As we take a trip down memory lane, we notice that we are in a far too familiar place already in the 2009 season. If you haven't figured out what I am talking about, I am referring to the recent news of Troy Glaus. We have seen this time and time again in regards to Mark Mulder, Chris Carpenter, Scott Rolen etc... and how these situations end up. I think Troy Glaus is a tremendous talent and what he did for us last year is only a testament of his abilities, especially on the defensive end. But as we move forward in this debacle which acts as a dark cloud over what seems to be a bright 2009 season, we find ourselves asking ourselves the same old question: When will (fill in the blank of whatever star player we have had) return? The medical staff, P.R. people and front office always seem to have a hard time answering this question. We always hold high expectations on the return of these players, but the people behind all of this do not help on setting these unrealistic timetables.
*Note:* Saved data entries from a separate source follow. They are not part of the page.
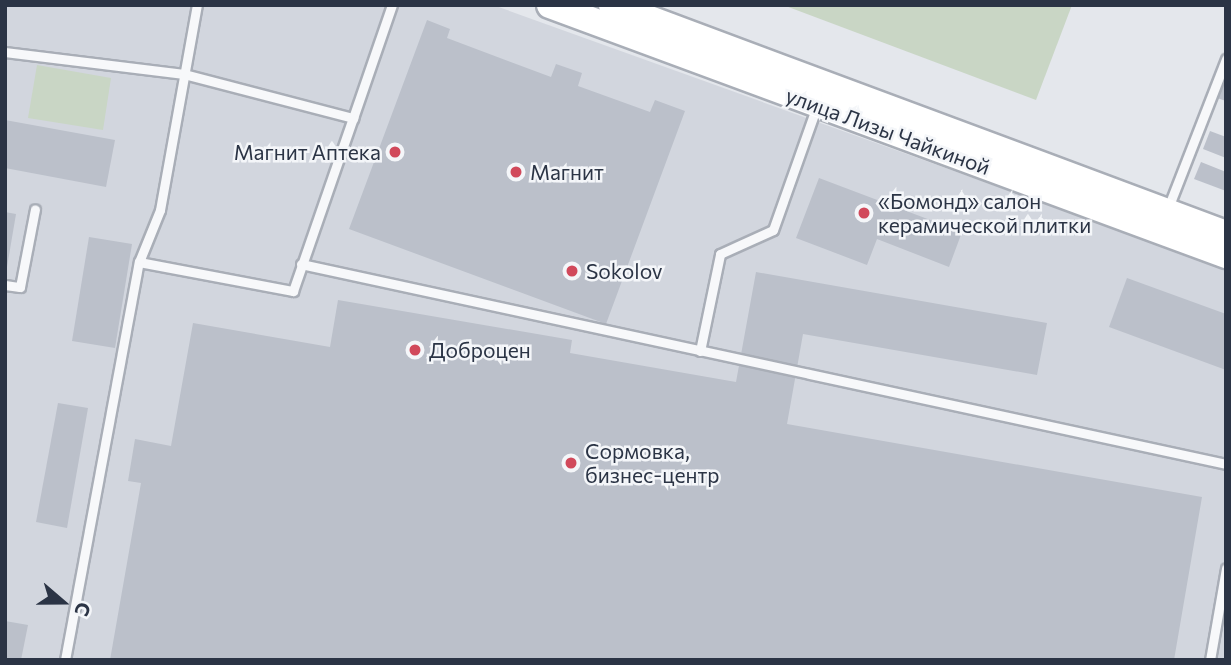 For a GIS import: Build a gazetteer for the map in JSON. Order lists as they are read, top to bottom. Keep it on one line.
{"streets":{"main road":["улица Лизы Чайкиной"]},"places":["Магнит Аптека","Магнит","«Бомонд» салон керамической плитки","Sokolov","Доброцен","Сормовка, бизнес-центр"],"north":"right"} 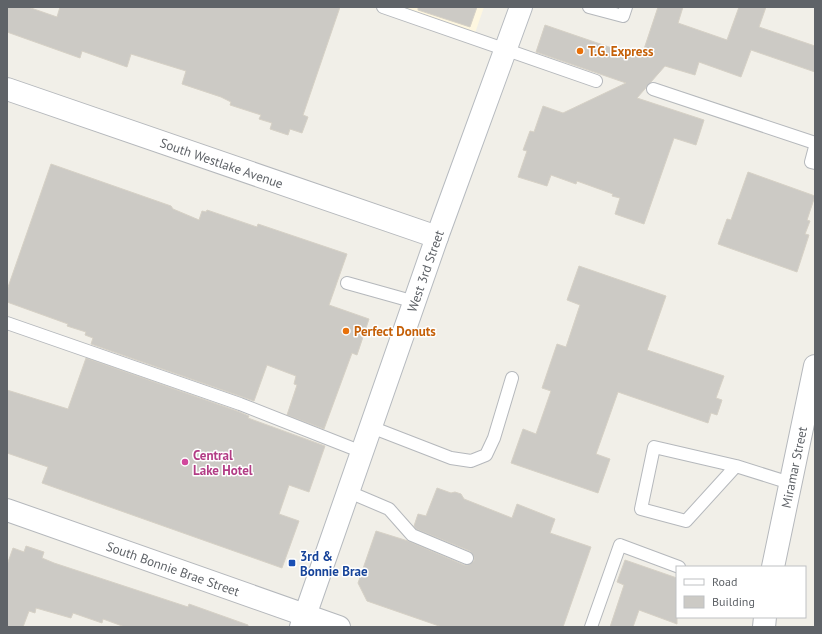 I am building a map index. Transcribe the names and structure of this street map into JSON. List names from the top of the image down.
{
  "streets": {
    "street": [
      "South Westlake Avenue",
      "West 3rd Street",
      "Miramar Street",
      "South Bonnie Brae Street"
    ]
  },
  "crossings": [
    ["South Westlake Avenue", "West 3rd Street"],
    ["West 3rd Street", "South Bonnie Brae Street"]
  ],
  "places": {
    "other": ["T.G. Express", "Perfect Donuts", "Central Lake Hotel"],
    "transit": ["3rd & Bonnie Brae"]
  },
  "legend": ["Road", "Building"]
}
But when they do return our hopes and prayers have been answered, but usually only for a short time. For example, Chris Carpenter just last year in the 2008 season. When he returned, you knew something wasnt right. I liked the fact of trying to ease him for only 3-5 innings per outing, but you could tell something was nagging at Carpenter and he was far from the Carpenter of old. Result: Season ending surgery. Then the Mark Mulder saga. I always held high hopes for him and I wanted him to return to the Cardinals healthy and prove everybody wrong, but what happened? The same old story. He returned to only reaggravate his injury. And now Troy Glaus, a solid piece of the Cardinals lineup and who also seemed to be a defensive mainstay is out for an unknown period of time. Glaus' timetable went from reasonable (May) to whoah! (June) to Mark Mulder status (After the All Star Break). Surprising? Absolutely not. So I am trying to help spread the word on not getting our hopes up and to trust what we have in house as well as our front office. I understand that the Cardinal faithful do not want to do that, but we are paying Glaus $11.5 million dollars this year to NOT play the hot corner. When are we going to learn?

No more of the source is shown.